**ACTIVITY**
Filter these entries down to the lines that hold the word "body", and show each of them.

**Data items**

•••

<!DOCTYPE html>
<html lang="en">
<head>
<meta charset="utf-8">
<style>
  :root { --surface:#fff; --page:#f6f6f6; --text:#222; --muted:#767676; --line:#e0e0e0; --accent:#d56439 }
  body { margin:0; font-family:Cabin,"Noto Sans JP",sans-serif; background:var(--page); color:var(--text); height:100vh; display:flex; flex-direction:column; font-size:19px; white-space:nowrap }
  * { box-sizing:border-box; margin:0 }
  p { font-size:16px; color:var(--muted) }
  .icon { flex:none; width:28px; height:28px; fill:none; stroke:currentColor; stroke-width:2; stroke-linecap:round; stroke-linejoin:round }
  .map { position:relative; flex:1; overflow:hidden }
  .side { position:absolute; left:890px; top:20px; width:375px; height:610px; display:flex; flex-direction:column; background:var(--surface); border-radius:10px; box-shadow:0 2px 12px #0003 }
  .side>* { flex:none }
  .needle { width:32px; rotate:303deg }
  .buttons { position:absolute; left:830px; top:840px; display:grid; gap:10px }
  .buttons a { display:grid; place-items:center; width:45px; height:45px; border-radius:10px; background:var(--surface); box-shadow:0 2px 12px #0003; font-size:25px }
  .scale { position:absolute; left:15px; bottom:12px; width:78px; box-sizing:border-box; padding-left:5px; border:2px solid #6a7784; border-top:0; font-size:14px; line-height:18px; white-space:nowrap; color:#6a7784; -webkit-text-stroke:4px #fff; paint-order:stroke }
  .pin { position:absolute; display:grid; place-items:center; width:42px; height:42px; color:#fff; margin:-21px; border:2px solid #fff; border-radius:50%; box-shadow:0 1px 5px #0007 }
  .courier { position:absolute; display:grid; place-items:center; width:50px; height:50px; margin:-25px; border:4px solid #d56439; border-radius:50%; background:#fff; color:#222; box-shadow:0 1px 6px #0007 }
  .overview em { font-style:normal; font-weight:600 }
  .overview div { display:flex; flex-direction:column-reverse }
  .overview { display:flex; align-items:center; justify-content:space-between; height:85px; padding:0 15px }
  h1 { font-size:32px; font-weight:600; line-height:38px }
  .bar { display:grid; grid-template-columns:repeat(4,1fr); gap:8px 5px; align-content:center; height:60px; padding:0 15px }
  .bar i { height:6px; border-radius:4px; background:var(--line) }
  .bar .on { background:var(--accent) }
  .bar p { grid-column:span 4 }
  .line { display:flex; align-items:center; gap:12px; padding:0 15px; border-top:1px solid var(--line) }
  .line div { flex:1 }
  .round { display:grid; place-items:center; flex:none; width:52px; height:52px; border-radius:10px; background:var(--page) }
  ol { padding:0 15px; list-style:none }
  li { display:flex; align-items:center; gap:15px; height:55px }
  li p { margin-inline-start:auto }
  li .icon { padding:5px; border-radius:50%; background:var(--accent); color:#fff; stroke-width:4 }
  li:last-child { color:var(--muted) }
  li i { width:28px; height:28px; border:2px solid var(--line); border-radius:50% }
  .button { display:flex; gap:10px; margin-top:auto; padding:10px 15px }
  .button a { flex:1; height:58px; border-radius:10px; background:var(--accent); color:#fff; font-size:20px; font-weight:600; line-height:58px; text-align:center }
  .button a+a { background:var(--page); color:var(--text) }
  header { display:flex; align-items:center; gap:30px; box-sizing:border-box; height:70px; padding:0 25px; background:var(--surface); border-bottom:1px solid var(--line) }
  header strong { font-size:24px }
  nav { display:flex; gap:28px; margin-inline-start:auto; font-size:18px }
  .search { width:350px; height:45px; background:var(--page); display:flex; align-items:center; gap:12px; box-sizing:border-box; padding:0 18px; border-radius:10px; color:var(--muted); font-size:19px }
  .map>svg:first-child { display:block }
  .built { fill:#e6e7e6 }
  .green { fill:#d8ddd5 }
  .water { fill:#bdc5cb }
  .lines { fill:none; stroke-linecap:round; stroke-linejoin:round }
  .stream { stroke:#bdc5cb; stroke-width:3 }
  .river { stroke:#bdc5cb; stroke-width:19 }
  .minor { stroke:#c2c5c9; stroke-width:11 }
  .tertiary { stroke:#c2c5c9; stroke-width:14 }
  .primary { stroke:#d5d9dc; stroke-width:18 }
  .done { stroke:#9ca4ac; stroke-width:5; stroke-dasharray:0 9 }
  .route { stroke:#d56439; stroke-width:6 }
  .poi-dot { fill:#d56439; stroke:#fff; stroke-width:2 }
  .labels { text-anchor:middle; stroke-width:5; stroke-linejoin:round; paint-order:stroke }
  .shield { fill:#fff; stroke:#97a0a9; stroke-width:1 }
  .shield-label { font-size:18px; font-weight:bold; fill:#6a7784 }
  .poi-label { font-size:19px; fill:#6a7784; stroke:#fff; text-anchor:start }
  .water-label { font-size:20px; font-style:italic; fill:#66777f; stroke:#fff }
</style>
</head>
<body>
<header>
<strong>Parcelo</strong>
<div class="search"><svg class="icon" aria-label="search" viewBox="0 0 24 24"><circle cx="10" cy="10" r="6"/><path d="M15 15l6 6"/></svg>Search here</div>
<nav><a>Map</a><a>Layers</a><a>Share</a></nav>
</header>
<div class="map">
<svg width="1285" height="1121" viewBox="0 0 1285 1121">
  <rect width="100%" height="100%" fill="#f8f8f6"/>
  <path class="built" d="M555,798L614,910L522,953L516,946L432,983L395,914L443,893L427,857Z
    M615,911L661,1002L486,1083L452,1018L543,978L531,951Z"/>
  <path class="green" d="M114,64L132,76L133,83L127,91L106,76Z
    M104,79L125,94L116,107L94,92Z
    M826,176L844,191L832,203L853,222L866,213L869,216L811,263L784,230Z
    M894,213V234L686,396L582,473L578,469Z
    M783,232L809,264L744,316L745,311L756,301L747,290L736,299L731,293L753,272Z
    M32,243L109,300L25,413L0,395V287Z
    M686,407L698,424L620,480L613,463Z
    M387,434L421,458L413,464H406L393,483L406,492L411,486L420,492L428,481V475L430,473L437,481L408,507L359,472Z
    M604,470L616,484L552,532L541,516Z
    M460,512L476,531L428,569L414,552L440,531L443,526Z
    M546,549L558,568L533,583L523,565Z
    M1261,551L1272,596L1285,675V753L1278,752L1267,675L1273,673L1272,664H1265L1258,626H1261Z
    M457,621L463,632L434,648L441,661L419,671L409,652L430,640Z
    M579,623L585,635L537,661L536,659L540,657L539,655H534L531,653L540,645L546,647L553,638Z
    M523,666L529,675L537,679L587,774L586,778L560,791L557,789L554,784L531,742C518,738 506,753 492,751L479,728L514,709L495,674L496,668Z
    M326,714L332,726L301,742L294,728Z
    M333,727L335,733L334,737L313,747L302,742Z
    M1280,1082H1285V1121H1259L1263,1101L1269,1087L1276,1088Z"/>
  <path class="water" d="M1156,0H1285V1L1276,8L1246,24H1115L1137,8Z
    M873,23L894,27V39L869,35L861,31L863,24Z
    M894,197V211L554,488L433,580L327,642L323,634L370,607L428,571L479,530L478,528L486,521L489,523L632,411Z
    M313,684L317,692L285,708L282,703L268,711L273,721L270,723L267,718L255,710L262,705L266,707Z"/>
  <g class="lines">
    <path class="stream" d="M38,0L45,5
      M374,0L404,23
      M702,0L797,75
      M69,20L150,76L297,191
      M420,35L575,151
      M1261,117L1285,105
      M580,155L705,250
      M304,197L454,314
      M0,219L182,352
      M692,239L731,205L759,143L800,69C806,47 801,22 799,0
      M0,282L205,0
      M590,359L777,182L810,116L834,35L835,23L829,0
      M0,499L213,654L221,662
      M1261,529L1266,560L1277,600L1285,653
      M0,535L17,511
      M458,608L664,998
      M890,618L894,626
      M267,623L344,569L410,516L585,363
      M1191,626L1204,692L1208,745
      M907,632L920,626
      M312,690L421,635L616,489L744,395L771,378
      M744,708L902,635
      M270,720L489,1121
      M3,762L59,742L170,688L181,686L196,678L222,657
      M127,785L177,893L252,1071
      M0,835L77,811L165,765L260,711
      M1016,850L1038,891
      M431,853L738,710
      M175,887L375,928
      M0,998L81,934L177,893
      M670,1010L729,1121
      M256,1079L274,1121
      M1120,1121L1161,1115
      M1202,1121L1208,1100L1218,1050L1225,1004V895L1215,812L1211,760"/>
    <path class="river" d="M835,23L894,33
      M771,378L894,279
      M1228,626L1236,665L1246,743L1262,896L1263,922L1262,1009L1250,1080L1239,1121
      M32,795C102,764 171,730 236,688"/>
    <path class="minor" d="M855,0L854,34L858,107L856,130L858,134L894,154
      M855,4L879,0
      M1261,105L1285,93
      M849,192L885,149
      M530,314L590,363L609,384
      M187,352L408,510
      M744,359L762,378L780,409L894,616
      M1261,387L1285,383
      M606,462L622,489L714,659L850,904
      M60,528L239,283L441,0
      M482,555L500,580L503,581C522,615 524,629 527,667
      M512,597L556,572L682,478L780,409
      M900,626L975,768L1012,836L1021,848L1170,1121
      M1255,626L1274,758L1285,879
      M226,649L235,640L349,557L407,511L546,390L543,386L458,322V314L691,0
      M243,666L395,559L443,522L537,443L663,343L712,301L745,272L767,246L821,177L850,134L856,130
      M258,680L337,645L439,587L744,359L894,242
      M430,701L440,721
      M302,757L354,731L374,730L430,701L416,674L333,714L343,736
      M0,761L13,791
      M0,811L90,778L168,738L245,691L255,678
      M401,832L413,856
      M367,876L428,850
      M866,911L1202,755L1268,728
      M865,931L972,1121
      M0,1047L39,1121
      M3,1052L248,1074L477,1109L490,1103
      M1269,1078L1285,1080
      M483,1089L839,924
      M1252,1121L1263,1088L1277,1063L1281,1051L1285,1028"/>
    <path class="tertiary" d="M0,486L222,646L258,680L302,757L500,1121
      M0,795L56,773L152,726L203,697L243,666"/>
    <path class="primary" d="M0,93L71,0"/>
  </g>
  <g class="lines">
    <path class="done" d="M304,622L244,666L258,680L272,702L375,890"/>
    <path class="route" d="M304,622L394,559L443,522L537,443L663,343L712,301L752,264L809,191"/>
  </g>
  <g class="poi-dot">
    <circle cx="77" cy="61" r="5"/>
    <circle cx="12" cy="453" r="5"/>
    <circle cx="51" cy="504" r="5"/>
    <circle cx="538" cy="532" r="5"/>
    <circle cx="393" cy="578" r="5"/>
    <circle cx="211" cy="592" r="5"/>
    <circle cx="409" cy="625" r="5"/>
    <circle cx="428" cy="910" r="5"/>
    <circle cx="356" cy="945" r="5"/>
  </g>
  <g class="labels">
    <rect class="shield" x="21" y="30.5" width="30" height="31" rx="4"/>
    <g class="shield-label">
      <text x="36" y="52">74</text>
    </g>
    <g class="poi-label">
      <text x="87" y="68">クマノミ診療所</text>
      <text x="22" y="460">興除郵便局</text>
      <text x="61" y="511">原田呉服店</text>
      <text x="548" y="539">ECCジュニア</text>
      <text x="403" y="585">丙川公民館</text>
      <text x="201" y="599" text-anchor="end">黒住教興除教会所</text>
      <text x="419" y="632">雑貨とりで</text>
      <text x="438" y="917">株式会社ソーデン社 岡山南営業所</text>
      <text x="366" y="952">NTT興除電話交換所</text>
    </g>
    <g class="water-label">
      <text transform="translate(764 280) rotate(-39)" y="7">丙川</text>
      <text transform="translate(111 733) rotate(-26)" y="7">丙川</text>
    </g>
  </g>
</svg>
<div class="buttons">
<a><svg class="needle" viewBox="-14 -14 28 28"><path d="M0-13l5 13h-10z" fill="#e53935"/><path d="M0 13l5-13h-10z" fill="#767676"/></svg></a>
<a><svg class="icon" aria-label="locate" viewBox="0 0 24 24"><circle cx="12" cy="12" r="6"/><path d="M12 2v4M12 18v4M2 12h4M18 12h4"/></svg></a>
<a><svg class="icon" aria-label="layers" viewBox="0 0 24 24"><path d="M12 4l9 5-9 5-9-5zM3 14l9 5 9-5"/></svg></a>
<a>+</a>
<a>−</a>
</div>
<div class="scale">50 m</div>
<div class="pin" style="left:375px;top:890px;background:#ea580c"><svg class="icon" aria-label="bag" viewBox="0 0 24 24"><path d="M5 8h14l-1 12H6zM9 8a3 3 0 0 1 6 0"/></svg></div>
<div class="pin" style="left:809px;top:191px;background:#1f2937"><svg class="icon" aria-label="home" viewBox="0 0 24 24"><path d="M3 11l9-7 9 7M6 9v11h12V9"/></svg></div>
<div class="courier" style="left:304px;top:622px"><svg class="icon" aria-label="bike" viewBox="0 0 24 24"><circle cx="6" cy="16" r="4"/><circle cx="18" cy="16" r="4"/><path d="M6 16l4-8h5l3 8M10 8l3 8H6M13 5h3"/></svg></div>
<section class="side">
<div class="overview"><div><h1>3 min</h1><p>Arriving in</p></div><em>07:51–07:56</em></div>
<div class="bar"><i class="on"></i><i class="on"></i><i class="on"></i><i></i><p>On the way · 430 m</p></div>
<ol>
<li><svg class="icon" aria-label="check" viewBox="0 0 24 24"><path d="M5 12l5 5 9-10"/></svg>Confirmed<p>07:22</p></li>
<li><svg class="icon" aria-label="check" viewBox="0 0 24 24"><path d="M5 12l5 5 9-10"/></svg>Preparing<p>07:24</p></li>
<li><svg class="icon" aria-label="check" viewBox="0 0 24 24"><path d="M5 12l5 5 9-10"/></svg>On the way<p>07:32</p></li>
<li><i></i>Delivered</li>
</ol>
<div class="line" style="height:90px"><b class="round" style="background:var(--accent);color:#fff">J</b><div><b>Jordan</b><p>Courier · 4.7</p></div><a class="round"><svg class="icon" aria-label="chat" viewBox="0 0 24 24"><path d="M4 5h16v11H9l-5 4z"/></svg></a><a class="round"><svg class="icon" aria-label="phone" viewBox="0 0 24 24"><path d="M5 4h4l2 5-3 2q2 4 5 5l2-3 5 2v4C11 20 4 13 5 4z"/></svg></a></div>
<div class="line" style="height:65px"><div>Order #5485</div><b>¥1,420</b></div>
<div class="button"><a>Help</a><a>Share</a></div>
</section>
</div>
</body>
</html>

•••

**FINAL ANSWER**
  body { margin:0; font-family:Cabin,"Noto Sans JP",sans-serif; background:var(--page); color:var(--text); height:100vh; display:flex; flex-direction:column; font-size:19px; white-space:nowrap }
<body>
</body>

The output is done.